I suggest to discuss possible migration from Spring bloat to full microservice architecture.

There could be possible move from Spring (development framework) to full microservice platform. Probably most performance one currently rising. Are you guys willing to discuss this option?

I am working with light4j guys and I can help with migration of course. https://github.com/networknt/microservices-framework-benchmark

Note: light4j is not only web service, or db java framework, but fully feature microservice platform with built in Sagas, Event sourcing, CQRS and dozen of other sub-projects. But one is clear, it focus in high performance.

https://github.com/networknt

https://doc.networknt.com/

Ladislav

syjer commented 6 years ago

hi @archenroot

As we are fluent with spring (we will upgrade to the 5.0 release which will improve a bit on the bloat side) and given the amount of code currently existing, it's quite a hard proposition to change the underlying framework without causing regression/bugs.

On the performance side: with our performance tests, the bottleneck is generally the database (and some of our unoptimized query). So we think it's better to improve first on this side than switching framework.

On the memory side, you only need 64mb of heap (~200mb total) to run alf.io (but obviously, a little bit more is better :)), so it's quite small.

What kind of load do you expect that spring could be a performance issue?

archenroot commented 6 years ago

@syjer - I actually just wanted to hear your opinion on this and understand it is overhead. thank you very much.

archenroot commented 6 years ago

@syjer - hi buddy, I by mistake closed the issue not properly read before.

Actually I like Spring and Alf.io work like charm on that, but I personally worked on high performance integration projects where Spring is not the correct partner to go from long term perspective if you would like to prevent costs of big load balanced cluster instances. Still the latency will remain the problem. Maybe it is not a target and aim of Alf.io, but there are better solution for building service architectures. I talk only about web service architectures in the moment.

Second aspect is to fully adopt sagas, CQRS and event sourcing pattern. And that is the place where we talk about modern microservice design. And it is not Spring. There are actually 3 full microservices platform in the wild supporting modern design of building highly scalable systems.

All open source

Evaulate.io by microservice ROCK start Richardson - this is must for anyone interested in microservices - http://microservices.io/ and his platfrom https://github.com/eventuate-local/eventuate-local
Axon - didn't test, but promising
And finally Light4j project which is in general full copy (with more active development ) of Evaulate prototype from Richardson, but leaving heavy frameworks behind and return to Java nature :-) if I can say it this way. And this is the choice of mine for future work on service designs with hpc in mind.

I suggest to start as well here: https://doc.networknt.com/getting-started/

Still I understand it might not be a priority in the moment.

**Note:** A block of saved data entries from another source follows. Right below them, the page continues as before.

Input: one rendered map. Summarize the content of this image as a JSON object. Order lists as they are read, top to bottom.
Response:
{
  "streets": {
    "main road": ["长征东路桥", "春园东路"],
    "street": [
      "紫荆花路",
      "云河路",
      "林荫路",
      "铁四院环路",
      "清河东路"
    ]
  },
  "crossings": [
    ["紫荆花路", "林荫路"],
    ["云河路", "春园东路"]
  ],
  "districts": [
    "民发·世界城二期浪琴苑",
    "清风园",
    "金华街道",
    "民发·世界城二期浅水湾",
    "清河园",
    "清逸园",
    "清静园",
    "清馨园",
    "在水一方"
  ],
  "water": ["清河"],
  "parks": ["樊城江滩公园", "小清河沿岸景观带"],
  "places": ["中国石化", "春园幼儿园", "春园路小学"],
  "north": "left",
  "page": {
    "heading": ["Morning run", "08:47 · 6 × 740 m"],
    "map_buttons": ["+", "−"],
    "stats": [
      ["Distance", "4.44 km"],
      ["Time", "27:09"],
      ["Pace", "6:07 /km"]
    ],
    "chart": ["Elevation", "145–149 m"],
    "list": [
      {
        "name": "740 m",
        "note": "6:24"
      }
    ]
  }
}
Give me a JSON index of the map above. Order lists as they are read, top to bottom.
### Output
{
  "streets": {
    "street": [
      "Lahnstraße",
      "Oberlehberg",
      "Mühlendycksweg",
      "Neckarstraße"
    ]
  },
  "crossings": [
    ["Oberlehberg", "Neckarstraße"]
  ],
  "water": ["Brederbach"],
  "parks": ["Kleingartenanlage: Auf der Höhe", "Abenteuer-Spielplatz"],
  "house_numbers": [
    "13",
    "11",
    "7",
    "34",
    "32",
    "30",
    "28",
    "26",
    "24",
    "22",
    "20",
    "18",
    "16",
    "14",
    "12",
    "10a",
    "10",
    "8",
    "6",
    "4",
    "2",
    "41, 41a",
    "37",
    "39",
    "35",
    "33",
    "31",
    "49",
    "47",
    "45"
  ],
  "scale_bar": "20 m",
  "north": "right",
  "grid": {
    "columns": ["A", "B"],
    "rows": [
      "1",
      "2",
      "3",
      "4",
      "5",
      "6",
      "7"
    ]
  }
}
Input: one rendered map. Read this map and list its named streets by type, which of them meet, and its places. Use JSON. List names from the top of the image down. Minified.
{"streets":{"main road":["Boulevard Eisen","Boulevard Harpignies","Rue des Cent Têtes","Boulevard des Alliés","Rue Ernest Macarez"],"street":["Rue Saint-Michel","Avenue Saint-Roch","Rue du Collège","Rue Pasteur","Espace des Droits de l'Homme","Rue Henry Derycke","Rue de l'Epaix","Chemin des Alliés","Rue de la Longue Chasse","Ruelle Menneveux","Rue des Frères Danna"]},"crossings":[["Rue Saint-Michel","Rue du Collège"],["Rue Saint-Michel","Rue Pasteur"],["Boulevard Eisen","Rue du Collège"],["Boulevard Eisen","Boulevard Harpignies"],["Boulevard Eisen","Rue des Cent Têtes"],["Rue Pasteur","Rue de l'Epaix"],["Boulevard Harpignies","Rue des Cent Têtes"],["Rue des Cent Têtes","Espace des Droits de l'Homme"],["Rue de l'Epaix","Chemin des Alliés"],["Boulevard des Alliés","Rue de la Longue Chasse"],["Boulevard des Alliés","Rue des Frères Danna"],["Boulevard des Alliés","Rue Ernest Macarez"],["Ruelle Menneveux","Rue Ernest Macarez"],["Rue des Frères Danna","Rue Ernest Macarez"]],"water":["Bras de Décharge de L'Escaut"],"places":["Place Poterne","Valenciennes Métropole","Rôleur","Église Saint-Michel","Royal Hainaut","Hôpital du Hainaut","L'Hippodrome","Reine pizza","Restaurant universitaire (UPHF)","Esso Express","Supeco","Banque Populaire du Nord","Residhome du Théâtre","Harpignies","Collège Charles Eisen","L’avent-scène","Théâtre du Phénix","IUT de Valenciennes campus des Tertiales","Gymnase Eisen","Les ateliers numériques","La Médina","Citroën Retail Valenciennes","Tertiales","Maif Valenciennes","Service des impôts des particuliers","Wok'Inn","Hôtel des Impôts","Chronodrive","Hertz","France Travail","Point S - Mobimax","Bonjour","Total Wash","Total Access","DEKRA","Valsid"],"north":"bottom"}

Resource hungry perspective: I have some new service in development, it is also empty, so probably better to show when there are implemented all endpoints:

But again it is also about high performance. Wit regards to database there are actually little bit different design options with CQRS pattern end event sourcing in place. I will try to explain it simply.

You have event store as central store of truth, can be seen as audit pattern implementation or banking transactions on the account. This must be durable db instance or cluster, etc. But the business services (ie. Ticket Service, etc.) are deployed on the fly and actually use REPLAY functionality of event store saying - you event store, give me all events between 2018-01-01 until today. Ticket service than use these event to build so called Query/Read only model. This service database doesn't not maintain actuall record statuses itself, but only is used to physicality different view models on events. If you change your model (tables in database), you destroy the service, redeploy and replay the events to construct different data views. Why I go into this detail is to consider removing the bottleneck of DB with such design:

You can run service database for fast queries in memory or more exactly on linux on tmpfs file system (RAM fs). This will make IO deadly
There exists proof-of-concept for using USC (Unix Domain Socket) instead of TCP to connect to Postgre instance. Removing the network burden (you can as you have local service instance) will again significatnly introduce both troughput and especially latency'

https://github.com/impossibl/pgjdbc-ng/issues/169 https://github.com/jruby/activerecord-jdbc-adapter/issues/677

I will be working on to get the driver during this year.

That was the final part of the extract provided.